▸ **The data**:
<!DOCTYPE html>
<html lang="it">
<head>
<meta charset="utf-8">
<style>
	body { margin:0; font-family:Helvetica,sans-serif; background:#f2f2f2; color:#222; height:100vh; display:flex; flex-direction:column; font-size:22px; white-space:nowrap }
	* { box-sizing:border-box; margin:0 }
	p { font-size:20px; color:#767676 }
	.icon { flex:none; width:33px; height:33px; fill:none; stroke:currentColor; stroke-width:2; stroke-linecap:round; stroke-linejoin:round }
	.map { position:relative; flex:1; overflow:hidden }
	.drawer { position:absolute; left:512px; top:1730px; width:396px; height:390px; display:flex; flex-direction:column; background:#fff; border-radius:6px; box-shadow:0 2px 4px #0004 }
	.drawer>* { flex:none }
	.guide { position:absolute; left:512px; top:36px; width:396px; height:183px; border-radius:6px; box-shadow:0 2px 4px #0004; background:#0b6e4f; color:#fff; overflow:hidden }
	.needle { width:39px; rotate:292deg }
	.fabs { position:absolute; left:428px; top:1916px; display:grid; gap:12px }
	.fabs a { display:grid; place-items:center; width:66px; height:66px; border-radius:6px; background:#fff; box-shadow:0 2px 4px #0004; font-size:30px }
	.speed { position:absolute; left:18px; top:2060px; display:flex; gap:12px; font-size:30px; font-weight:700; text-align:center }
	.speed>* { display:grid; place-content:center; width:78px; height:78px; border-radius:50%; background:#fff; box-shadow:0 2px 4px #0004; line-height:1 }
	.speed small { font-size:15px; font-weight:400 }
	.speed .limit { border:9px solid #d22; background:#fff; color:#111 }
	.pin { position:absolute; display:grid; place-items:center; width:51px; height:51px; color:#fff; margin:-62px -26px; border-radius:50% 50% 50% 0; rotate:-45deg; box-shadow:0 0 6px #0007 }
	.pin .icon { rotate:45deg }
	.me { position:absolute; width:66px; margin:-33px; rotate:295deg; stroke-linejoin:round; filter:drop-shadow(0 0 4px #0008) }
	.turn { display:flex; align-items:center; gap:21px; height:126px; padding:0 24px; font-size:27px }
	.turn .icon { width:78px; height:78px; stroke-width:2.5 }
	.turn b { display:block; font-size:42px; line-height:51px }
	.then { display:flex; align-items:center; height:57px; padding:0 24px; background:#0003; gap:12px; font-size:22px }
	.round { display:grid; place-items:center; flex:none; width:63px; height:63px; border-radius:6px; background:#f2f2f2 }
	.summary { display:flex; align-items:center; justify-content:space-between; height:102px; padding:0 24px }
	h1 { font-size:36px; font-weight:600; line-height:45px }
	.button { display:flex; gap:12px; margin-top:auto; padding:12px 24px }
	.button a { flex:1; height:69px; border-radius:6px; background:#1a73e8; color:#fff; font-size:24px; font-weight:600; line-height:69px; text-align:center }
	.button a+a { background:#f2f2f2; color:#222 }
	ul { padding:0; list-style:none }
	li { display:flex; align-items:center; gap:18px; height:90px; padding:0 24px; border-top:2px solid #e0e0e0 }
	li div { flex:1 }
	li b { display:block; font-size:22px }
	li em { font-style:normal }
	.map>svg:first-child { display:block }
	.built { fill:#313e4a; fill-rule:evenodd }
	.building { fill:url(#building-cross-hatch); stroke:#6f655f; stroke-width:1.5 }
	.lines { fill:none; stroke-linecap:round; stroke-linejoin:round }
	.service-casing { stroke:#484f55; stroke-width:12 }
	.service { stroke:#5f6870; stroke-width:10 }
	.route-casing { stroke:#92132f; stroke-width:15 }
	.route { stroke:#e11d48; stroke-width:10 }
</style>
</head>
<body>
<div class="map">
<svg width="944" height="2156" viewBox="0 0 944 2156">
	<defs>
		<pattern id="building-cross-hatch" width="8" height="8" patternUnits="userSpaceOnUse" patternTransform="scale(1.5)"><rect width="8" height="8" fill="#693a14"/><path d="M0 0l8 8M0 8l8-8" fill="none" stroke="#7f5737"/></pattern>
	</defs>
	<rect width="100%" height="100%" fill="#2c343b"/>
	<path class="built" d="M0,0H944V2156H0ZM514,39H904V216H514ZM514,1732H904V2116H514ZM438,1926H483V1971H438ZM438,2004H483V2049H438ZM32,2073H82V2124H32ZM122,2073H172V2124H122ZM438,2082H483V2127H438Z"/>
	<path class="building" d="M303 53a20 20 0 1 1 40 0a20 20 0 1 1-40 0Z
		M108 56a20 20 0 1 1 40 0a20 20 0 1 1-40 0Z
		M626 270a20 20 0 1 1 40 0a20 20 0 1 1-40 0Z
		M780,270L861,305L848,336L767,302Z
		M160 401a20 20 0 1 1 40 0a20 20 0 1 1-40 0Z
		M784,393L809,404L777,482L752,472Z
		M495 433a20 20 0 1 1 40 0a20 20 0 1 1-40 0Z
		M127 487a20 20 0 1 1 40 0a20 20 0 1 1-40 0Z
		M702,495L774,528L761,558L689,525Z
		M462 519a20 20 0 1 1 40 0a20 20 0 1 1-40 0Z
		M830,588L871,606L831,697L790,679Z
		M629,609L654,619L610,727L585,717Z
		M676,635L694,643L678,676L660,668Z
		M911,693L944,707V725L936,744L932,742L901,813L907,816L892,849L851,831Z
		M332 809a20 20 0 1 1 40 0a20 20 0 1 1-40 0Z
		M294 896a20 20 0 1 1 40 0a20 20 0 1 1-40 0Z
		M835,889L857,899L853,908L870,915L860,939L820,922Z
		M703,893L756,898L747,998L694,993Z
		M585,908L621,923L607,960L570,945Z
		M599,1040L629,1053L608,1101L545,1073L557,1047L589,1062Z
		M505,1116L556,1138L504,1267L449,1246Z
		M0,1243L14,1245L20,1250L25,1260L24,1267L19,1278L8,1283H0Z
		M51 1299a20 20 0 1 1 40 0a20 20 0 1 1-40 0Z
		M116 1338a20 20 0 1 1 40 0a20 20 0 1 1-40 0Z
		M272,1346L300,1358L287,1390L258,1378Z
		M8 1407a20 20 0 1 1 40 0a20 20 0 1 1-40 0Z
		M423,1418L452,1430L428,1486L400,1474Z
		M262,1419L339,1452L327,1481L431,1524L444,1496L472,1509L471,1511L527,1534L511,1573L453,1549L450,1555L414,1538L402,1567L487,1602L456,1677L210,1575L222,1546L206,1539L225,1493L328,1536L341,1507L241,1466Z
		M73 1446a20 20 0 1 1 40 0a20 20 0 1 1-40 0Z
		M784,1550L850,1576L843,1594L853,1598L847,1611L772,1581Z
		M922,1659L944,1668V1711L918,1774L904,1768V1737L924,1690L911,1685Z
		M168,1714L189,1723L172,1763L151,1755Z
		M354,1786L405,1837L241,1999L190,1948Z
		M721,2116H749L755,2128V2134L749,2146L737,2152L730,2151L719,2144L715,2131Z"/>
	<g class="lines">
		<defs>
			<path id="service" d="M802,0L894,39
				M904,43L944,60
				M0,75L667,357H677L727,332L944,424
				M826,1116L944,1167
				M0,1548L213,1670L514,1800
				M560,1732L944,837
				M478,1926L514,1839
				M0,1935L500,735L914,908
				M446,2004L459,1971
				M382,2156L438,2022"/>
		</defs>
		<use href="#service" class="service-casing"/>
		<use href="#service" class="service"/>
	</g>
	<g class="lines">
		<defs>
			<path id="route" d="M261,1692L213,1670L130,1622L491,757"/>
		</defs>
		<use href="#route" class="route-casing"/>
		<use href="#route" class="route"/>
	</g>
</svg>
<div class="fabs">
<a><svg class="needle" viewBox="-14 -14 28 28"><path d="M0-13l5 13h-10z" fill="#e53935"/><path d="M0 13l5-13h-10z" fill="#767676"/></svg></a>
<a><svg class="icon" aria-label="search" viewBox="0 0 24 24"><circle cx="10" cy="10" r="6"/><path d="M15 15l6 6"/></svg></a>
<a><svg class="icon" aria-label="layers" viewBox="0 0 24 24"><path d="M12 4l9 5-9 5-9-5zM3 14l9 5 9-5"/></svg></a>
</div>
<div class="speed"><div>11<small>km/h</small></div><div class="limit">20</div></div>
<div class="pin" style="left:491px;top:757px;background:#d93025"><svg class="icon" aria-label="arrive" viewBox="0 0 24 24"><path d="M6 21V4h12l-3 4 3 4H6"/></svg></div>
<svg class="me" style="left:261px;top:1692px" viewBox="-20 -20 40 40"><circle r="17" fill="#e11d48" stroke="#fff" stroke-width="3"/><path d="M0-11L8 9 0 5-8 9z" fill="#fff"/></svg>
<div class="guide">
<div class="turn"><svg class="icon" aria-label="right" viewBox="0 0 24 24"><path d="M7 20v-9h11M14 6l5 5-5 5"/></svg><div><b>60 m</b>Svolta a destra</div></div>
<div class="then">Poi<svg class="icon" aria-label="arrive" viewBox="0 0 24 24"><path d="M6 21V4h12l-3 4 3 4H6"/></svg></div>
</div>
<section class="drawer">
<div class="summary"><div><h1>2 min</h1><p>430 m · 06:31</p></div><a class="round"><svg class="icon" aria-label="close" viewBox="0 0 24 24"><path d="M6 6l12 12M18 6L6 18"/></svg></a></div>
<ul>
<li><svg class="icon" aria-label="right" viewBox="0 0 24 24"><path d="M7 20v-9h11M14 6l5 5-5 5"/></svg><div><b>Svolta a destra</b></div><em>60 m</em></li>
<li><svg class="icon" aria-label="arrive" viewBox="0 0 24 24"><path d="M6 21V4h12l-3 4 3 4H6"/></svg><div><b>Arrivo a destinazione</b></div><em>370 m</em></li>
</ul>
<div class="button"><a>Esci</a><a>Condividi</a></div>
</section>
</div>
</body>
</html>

▸ **Exercise directions**: Using the records above, report each line that contains the word "linecap" by copying it.

▸ **Expected answer**:
	.icon { flex:none; width:33px; height:33px; fill:none; stroke:currentColor; stroke-width:2; stroke-linecap:round; stroke-linejoin:round }
	.lines { fill:none; stroke-linecap:round; stroke-linejoin:round }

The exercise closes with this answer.